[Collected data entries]
......

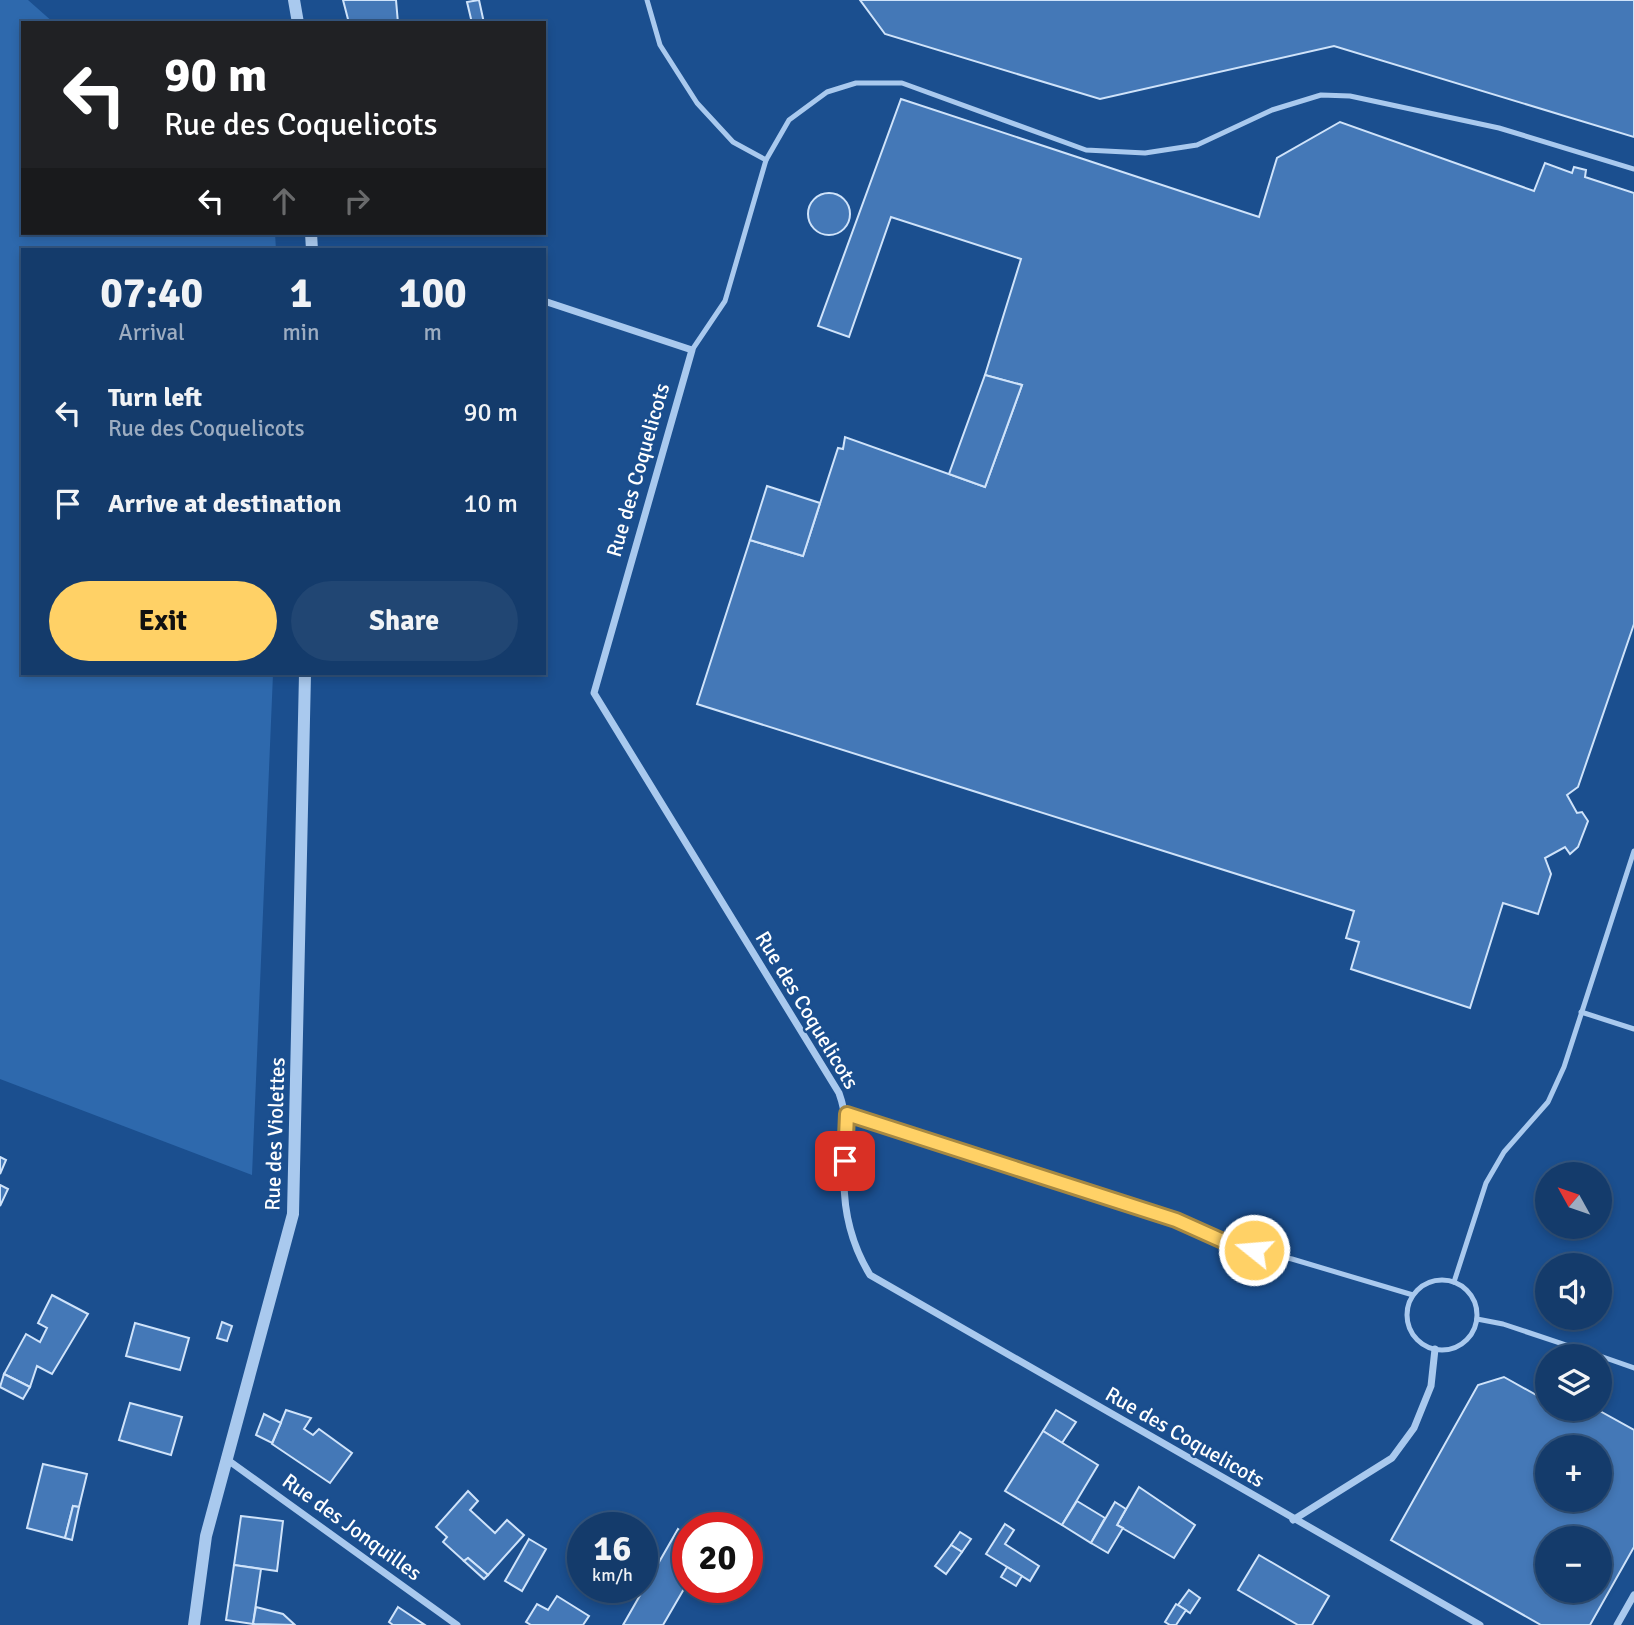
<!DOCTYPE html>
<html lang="en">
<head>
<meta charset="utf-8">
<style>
  :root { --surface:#143b6b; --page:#214673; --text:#f1f3f6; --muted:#9dadc1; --line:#33557e; --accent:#ffd166 }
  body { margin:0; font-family:Signika,sans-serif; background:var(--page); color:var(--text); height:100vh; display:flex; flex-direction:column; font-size:26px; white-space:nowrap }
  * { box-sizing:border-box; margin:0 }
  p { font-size:23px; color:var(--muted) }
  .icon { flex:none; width:38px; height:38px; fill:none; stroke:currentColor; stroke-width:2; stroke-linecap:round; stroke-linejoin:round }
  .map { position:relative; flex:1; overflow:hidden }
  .panel { position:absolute; left:21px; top:248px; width:525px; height:427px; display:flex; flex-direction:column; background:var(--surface); border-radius:0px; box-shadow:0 4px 10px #0003,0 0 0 2px var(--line) }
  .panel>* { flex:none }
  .hud { position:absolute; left:21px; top:21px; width:525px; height:214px; border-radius:0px; box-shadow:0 4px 10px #0003,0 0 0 2px var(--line); background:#202124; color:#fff; overflow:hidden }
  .needle { width:46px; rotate:310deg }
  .controls { position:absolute; left:1535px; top:1162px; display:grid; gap:14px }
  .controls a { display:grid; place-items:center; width:77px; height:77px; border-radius:50%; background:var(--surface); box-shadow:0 4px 10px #0003,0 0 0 2px var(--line); font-size:35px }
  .speed { position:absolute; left:567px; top:1512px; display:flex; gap:14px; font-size:35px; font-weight:700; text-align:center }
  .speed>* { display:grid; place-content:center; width:91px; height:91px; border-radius:50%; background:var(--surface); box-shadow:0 4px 10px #0003,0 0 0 2px var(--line); line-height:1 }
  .speed small { font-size:18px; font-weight:400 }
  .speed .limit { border:10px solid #d22; background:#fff; color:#111 }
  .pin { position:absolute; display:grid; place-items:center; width:60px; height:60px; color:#fff; margin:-30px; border-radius:14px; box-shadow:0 4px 10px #0006 }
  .me { position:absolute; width:77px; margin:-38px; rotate:287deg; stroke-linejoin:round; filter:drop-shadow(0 0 5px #0008) }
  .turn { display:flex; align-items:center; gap:24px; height:147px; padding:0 28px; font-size:32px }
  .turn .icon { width:91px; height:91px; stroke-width:2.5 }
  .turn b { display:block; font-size:49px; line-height:60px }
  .lanes { display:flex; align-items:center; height:66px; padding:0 28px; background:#0003; justify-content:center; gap:35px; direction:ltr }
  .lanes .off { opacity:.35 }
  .eta { display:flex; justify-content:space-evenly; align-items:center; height:119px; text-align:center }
  .eta b { font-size:42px; font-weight:700; line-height:49px }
  .cta { display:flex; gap:14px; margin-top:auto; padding:14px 28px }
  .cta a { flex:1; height:80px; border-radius:42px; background:var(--accent); color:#111; font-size:28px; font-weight:700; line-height:80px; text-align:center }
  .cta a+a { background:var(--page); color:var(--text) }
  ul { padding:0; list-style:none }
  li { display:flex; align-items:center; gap:21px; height:91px; padding:0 28px }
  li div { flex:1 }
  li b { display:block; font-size:26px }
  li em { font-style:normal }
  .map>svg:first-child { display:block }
  .green { fill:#2e69ad }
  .building { fill:#4478b7; stroke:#cfe3fa; stroke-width:2; fill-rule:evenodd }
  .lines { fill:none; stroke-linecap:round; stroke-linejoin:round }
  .service { stroke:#a9c9ee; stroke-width:5 }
  .minor { stroke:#a9c9ee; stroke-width:7 }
  .tertiary { stroke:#a9c9ee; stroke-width:12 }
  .route-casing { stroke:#a68842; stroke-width:18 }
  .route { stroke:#ffd166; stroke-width:12 }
  .labels { text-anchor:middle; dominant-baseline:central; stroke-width:5; stroke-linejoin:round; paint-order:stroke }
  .street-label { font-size:21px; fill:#fff; stroke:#1b4f8f }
</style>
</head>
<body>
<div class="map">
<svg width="1634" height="1625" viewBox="0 0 1634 1625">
  <rect width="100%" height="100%" fill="#1b4f8f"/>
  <path class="green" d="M0,0H28L54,23H23V233H275L276,250H23V674H273L252,1175L0,1079Z"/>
  <g class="building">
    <path d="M343,0H396L398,23H349Z"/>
    <path d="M479,0L484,23H472L467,2Z"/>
    <path d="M860,0H1634V137L1334,46L1100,99L885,34Z"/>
    <path d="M901,99L1259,217L1277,158L1340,122L1534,191L1545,163L1572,173L1574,167L1586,170L1585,177L1634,193V624L1578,787L1567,795L1577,813L1582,812L1588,821L1578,847L1570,854L1565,847L1545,858L1551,874L1538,914L1503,903L1470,1008L1351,969L1359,942L1346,938L1354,911L697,704L750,540L803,556L838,448L843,449L845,437L985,487L1022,385L985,375L1021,259L891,217L849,337L818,326Z"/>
    <circle cx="829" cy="214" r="21"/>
    <path d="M985,375L1022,385L985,487L949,474Z"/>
    <path d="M767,486L820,503L803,556L750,540Z"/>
    <path d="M0,1157L6,1160L0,1174Z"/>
    <path d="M0,1185L8,1189L0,1206Z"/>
    <path d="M52,1295L88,1314L52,1374L37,1366L30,1387L4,1374L26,1334L40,1342L47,1328L38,1323Z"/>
    <path d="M222,1322L232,1326L227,1341L217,1338Z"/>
    <path d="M135,1323L189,1338L180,1370L126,1356Z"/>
    <path d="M4,1374L30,1387L23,1399L0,1387Z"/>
    <path d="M1504,1377L1547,1401V1409H1560L1574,1417L1598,1410L1634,1430V1547L1590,1625H1541L1391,1540L1478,1385ZM1547,1447H1600V1500H1547ZM1547,1538H1600V1591H1547Z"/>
    <path d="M130,1403L182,1417L171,1455L119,1440Z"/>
    <path d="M286,1410L311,1418L304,1429L313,1435L319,1429L352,1453L330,1483L272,1444Z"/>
    <path d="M1056,1410L1076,1422L1062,1443L1043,1431Z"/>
    <path d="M264,1414L281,1423L272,1443L256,1435Z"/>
    <path d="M1043,1431L1098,1465L1062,1525L1005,1491Z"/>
    <path d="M43,1464L87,1474L79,1507L73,1506L65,1538L27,1528Z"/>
    <path d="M1139,1487L1195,1525L1174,1558L1117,1525Z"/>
    <path d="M468,1491L478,1501L470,1510L495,1533L507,1520L524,1535L488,1575L468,1558L464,1561L443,1542L447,1537L436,1527Z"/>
    <path d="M1077,1501L1105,1518L1091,1543L1062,1525Z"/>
    <path d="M1115,1502L1126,1509L1117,1525L1123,1528L1108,1553L1091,1543Z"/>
    <path d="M73,1506L79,1507L72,1540L65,1538Z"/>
    <path d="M241,1516L283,1521L277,1571L234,1565Z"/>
    <path d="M1005,1524L1014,1530L1005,1544L1039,1566L1030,1581L986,1554Z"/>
    <path d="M678,1529L688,1536V1582L663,1625H623Z"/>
    <path d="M960,1532L971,1539L962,1552L951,1545Z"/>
    <path d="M529,1539L546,1549L522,1591L505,1581Z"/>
    <path d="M951,1545L962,1552L946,1574L935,1566Z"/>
    <path d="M1259,1555L1329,1596L1312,1625H1298L1238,1590Z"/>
    <path d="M468,1558L488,1575L484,1579L464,1561Z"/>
    <path d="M234,1565L261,1569L253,1624L226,1620Z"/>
    <path d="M1007,1567L1022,1576L1016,1586L1001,1577Z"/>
    <path d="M1189,1590L1200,1598L1190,1613L1178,1605Z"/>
    <path d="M557,1596L589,1616L583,1625H531L526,1622L537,1604L548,1610Z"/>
    <path d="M1176,1604L1186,1610L1176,1625H1170L1165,1622Z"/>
    <path d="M256,1607L283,1614L295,1625L253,1624Z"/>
    <path d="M398,1607L425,1625H393L389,1622Z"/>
  </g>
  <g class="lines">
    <g class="service">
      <path d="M647,0L660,45L697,103L733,142L766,160"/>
      <path d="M692,350L725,301L766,160L789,120L827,92L856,83H902L1086,150L1145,153L1197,145L1272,110L1321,95L1350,96L1499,128L1634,169"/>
      <path d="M1581,1012L1634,1029"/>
      <path d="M847,1114L1176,1220L1234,1246L1292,1259L1413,1295"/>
      <circle cx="1442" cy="1315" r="35"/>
      <path d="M1454,1282L1486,1183L1504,1152L1548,1102L1564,1067L1634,851"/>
      <path d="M1477,1319L1503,1324L1599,1356"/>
      <path d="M1600,1356L1634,1368"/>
    </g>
    <g class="minor">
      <path d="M544,301L692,350L594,693L839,1093C850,1123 845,1149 844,1180C844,1214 853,1247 870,1275L1480,1625"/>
      <path d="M225,1458L457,1625"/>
      <path d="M1293,1520L1392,1458L1414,1428L1431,1386L1435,1349"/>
      <path d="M1617,1625L1634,1595"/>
    </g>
    <g class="tertiary">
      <path d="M294,0L298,23"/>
      <path d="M311,233L312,250"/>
      <path d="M194,1625L206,1536L293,1214L305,674"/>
    </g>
  </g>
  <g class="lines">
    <g class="route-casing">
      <path id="route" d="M845,1161L847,1114L1176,1220L1234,1246L1254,1250"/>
    </g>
    <use href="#route" class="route"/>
  </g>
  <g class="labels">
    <g class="street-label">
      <text transform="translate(638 470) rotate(-74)">Rue des Coquelicots</text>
      <text transform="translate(807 1010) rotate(59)">Rue des Coquelicots</text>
      <text transform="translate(275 1134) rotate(-88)">Rue des Violettes</text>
      <text transform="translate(1185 1437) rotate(30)">Rue des Coquelicots</text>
      <text transform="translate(352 1527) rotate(36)">Rue des Jonquilles</text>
    </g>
  </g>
</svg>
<div class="controls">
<a><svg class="needle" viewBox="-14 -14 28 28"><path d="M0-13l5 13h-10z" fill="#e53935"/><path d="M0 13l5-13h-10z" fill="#9dadc1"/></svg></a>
<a><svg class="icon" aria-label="sound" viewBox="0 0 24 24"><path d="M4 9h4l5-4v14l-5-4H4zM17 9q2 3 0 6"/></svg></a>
<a><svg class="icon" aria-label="layers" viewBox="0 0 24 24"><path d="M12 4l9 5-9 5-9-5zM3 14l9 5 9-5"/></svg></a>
<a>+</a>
<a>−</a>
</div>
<div class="speed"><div>16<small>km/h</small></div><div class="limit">20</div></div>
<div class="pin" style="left:845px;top:1161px;background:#d93025"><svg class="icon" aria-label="arrive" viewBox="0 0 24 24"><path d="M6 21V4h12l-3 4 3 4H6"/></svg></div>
<svg class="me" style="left:1254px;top:1250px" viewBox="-20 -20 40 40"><circle r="17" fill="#ffd166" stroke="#fff" stroke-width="3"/><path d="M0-11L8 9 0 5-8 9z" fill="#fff"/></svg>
<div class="hud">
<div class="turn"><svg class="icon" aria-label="left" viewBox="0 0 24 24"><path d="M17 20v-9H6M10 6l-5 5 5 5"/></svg><div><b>90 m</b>Rue des Coquelicots</div></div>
<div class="lanes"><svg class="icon" aria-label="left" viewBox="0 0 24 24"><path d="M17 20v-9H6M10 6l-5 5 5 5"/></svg><svg class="icon off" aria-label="ahead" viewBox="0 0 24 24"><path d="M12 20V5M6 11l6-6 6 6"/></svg><svg class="icon off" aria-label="right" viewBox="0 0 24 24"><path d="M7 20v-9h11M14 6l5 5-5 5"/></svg></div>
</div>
<section class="panel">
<div class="eta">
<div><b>07:40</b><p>Arrival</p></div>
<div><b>1</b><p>min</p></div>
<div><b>100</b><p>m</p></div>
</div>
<ul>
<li><svg class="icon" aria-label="left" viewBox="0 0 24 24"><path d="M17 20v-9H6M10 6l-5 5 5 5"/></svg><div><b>Turn left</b><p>Rue des Coquelicots</p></div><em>90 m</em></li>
<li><svg class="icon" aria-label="arrive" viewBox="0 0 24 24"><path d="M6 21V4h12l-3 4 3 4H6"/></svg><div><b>Arrive at destination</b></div><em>10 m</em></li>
</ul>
<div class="cta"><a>Exit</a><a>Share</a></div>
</section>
</div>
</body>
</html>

......

Work instruction:
Of the lines above, count those containing the word "none", and give the number by itself.

Written response:
4